You also need to call her doctor and ask for some therapy to come in to get her up and moving with assistance to ensure she maintains strength. That's another point to bring to her attention - she has to be able to move around. If she has money to cover expense of 24 hour care, ok. If not, facilities have people and equipment to handle the kind of care people need when they become bedbound.
She also has another choice if she is going to make it difficult for a housekeeper or an aide for her to come in - she can help you pick out a facility or you can select it.
Another thought is: you are taking care of grandchildren 3 days a week. How about those parents coming in on their days off to help tend to gr gr'ma and grandpa. To be working and being a day care PLUS the adult care is too much for anyone. The parents could take a turn or provide payment that it would cost at outside day care to cover some inhome assistance that you need.
Is it really harsh to protect your own mental health?

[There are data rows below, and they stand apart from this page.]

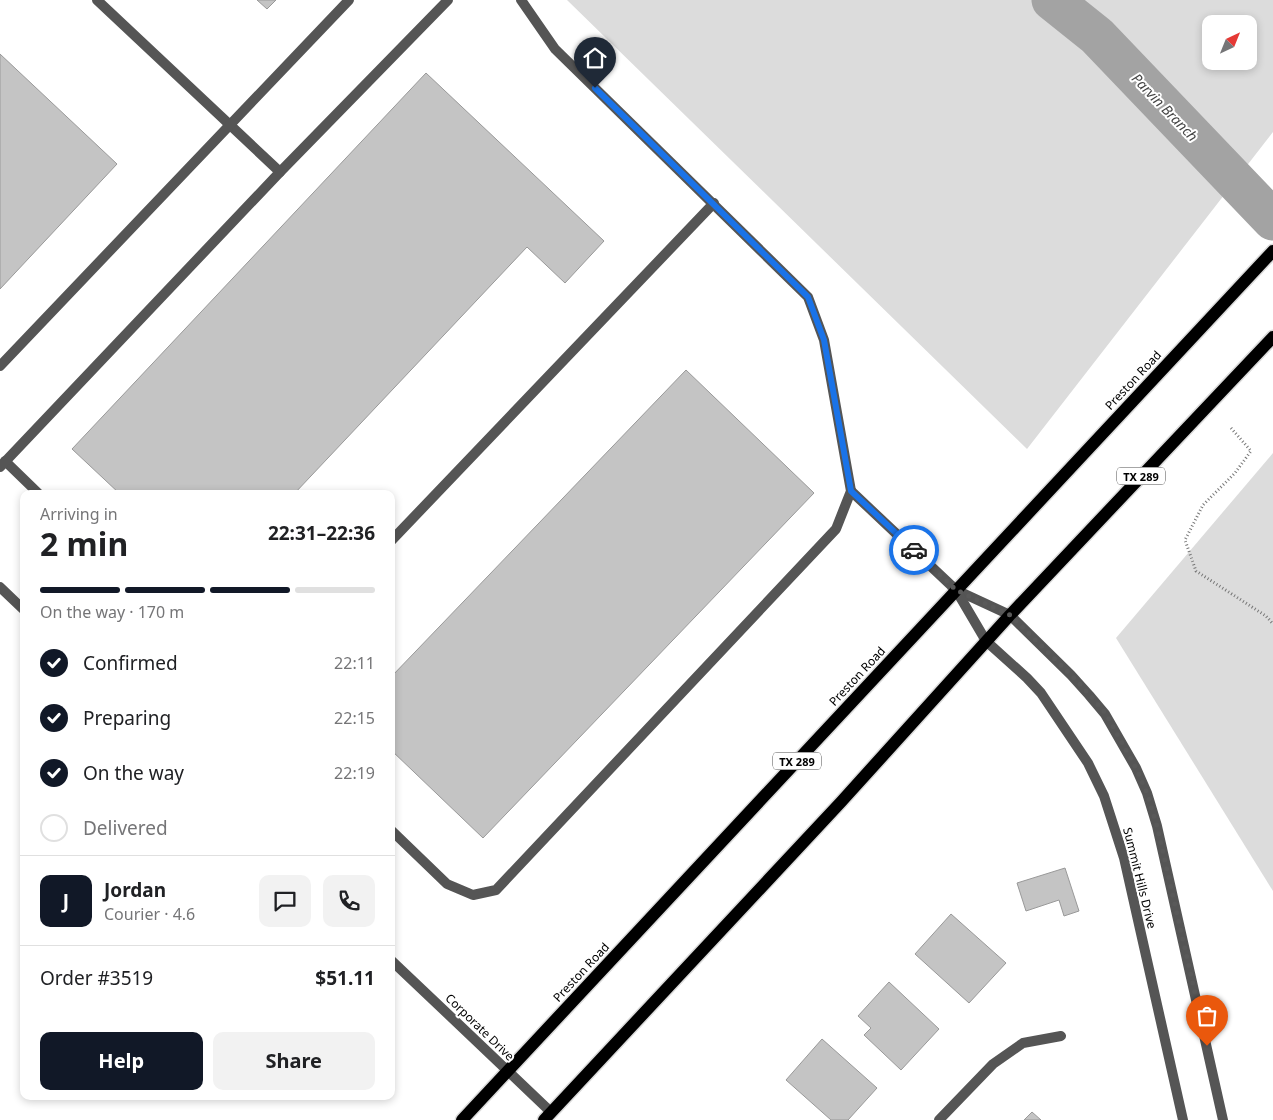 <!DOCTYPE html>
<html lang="en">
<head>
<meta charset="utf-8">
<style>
	:root { --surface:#fff; --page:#f2f2f2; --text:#202124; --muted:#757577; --line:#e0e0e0; --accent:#111827 }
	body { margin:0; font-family:"Noto Sans",sans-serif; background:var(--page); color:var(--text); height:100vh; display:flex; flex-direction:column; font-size:19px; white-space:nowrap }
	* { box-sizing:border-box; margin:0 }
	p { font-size:16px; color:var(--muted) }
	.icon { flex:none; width:28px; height:28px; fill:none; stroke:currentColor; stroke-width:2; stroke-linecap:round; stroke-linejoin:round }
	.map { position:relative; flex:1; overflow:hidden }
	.panel { position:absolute; left:20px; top:490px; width:375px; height:610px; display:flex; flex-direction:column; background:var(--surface); border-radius:10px; box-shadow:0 2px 8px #0003 }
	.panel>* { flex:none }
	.needle { width:32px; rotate:43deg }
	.fabs { position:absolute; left:1202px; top:15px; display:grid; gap:10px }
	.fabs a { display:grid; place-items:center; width:55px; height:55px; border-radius:10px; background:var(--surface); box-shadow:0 2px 8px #0003; font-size:25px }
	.pin { position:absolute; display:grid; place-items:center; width:42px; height:42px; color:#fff; margin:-51px -21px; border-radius:50% 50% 50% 0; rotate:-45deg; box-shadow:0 0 5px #0007 }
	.pin .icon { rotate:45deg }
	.courier { position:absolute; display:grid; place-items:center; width:50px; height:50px; margin:-25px; border:4px solid #1a73e8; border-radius:50%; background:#fff; color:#222; box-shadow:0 1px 6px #0007 }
	.head em { font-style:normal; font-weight:700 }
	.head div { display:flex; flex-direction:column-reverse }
	.head { display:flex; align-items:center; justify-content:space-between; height:85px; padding:0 20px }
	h1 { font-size:32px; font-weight:700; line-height:38px }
	.bar { display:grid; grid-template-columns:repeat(4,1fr); gap:8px 5px; align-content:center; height:60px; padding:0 20px }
	.bar i { height:6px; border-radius:4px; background:var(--line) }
	.bar .selected { background:var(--accent) }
	.bar p { grid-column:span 4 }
	.line { display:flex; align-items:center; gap:12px; padding:0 20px; border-top:1px solid var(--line) }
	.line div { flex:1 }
	.round { display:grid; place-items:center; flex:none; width:52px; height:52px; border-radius:10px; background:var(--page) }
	ol { padding:0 20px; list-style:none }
	li { display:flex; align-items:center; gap:15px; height:55px }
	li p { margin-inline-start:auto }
	li .icon { padding:5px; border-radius:50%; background:var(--accent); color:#fff; stroke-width:4 }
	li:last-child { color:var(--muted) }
	li i { width:28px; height:28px; border:2px solid var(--line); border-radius:50% }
	.button { display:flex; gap:10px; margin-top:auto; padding:10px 20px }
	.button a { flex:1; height:58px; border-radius:10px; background:var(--accent); color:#fff; font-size:20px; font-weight:700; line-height:58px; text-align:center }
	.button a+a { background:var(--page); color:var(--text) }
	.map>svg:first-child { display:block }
	.green { fill:#dcdcdc; fill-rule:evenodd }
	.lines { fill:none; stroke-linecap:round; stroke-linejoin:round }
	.river { stroke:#a3a3a3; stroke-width:41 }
	.building { fill:#c4c4c4; stroke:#999 }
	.primary-casing { stroke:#dbdbdb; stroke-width:15 }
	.path { stroke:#777; stroke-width:3; stroke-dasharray:1 2.5; stroke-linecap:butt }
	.service { stroke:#555; stroke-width:10 }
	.minor { stroke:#555; stroke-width:10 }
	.primary { stroke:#000; stroke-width:12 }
	.done { stroke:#595959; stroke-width:5; stroke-dasharray:0 9 }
	.route { stroke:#1a73e8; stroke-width:6 }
	.labels { text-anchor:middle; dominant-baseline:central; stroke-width:4; stroke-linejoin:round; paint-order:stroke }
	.shield { fill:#fff; stroke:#4c4c4c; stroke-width:1 }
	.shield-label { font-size:11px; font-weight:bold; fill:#000 }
	.street-label { font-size:12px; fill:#000; stroke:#fff }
	.water-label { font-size:14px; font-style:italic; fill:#444; stroke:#fff }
</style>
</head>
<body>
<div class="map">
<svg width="1273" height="1120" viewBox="0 0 1273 1120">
	<rect width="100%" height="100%" fill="#fff"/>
	<g class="green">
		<path d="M567,0H1273V132L1027,449ZM1211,24H1249V61H1211Z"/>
		<polygon points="1273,453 1273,891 1116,638"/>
	</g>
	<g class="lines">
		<polyline class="river" points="1052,0 1097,36 1273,220"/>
	</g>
	<g class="building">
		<polygon points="257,0 276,0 267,9"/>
		<polygon points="0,54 117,164 0,289"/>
		<polygon points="426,73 604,241 565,283 527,247 294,494 120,494 72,449"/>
		<polygon points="686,370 814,493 483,838 391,750 391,677"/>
		<polygon points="1065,868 1079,911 1064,916 1059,900 1026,911 1017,883"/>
		<polygon points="951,914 1006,963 969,1003 915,954"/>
		<polygon points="889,982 939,1029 901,1070 864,1035 871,1028 858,1016"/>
		<polygon points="822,1039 877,1088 848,1120 831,1120 786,1080"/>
		<polygon points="1032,1112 1041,1120 1024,1120"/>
	</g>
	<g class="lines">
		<defs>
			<g id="primary">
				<polyline points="462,1120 1273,251"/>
				<polyline points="544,1120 841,802 1010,615 1273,337"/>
			</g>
		</defs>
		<use href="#primary" class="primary-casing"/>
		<polyline class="path" points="1231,428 1251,451 1235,473 1203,505 1185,540 1196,571 1266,616 1273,624"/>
		<g class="service">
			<polyline points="97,0 280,172"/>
			<polyline points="0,366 349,0"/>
			<polyline points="5,461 39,494"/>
			<polyline points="0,467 280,172 448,0"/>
			<polyline points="851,491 956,590"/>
			<polyline points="391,541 714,203"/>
			<polyline points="391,830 447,884 473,895 496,890 836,529 851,491 824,340 808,297 555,49 521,0"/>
		</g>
		<g class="minor">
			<polyline points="0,587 24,610"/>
			<polyline points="956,590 1010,615 1071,675 1089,695 1105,714 1136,768 1147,793 1157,826 1223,1120"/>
			<polyline points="956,590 986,641 1027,678 1041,693 1088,763 1104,796 1124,858 1183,1120"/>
			<polyline points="391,960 551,1112"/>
			<polyline points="939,1120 993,1064 1023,1043 1061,1036"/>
		</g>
		<use href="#primary" class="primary"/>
	</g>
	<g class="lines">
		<polyline class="done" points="914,550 956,590 1010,615 1071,675 1090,695 1106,714 1136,768 1147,793 1157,826 1207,1046"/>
		<polyline class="route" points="595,88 808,297 824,340 851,491 914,550"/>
	</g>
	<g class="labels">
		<g class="shield">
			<rect x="1117" y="467.5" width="48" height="17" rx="4"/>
			<rect x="773" y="752.5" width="48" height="17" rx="4"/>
		</g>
		<g class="shield-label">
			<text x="1141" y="476">TX 289</text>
			<text x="797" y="761">TX 289</text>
		</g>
		<g class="street-label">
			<text transform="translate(1133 380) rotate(-47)">Preston Road</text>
			<text transform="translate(857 676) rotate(-47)">Preston Road</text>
			<text transform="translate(1140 878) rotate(76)">Summit Hills Drive</text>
			<text transform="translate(581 972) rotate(-47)">Preston Road</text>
			<text transform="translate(480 1027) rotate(44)">Corporate Drive</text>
		</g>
		<g class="water-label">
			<text transform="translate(1165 107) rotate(46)">Parvin Branch</text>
		</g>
	</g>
</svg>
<div class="fabs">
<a><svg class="needle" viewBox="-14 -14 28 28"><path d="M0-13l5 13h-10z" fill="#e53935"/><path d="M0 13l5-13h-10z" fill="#757577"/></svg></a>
</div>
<div class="pin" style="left:1207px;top:1046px;background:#ea580c"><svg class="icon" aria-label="bag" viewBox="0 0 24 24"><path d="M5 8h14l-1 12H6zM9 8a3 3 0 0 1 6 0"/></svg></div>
<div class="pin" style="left:595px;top:88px;background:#1f2937"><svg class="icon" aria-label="home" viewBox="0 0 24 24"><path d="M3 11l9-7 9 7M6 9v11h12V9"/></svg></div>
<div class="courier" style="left:914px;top:550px"><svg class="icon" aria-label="car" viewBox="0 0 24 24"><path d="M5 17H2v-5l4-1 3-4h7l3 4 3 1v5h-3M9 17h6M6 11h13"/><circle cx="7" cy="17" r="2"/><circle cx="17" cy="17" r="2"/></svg></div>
<section class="panel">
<div class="head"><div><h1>2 min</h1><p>Arriving in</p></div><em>22:31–22:36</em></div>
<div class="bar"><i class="selected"></i><i class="selected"></i><i class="selected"></i><i></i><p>On the way · 170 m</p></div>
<ol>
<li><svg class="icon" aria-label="check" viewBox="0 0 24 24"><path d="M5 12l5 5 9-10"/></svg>Confirmed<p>22:11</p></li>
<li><svg class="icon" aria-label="check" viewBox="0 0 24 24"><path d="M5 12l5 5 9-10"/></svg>Preparing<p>22:15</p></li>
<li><svg class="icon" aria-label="check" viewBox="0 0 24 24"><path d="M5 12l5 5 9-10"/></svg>On the way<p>22:19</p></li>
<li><i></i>Delivered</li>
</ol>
<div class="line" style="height:90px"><b class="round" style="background:var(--accent);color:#fff">J</b><div><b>Jordan</b><p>Courier · 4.6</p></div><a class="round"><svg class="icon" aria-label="chat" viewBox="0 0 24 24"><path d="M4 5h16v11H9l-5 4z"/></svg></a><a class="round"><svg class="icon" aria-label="phone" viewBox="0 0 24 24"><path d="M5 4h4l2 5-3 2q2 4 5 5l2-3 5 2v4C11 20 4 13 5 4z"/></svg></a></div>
<div class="line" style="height:65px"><div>Order #3519</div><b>$51.11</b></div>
<div class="button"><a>Help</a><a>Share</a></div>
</section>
</div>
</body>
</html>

When you are a caregiver to elderly people, and once again I've been one for almost 25 years, protecting YOUR OWN mental health must be a top priority for the caregiver.
A caregiver for elders and children has to know how to walk away and ignore sometimes. When we don't, we cannot maintain the level of patience and self- control necessary to do this work. What happens next is elder abuse or child abuse and that is far harsher than ignoring someone for a bit so you can keep yourself under control.
Maybe your experience being the caregiver for an elderly person has been positive. That happens too, but it isn't so for all caregivers.
So please do climb down off your Cross and stop judging others for how they handle their caregiving situations. Have a nice day.
You need to make your own choice here and my home is no longer an option."
Oh, be sure and tell her to make sure she always has clean undies on, wouldn't want anyone to see dirty panties when she dies of starvation.
My dad tried this childish crap and he didn't like it when I told him that he would be spanked and stood in a corner if he was 3. He would get so angry but, he was acting like a spoiled toddler and I wasn't going to be manipulated by it. Grow up mom!
Your mom is incredibly selfish.
Your mom is manipulative, stop feeling bad.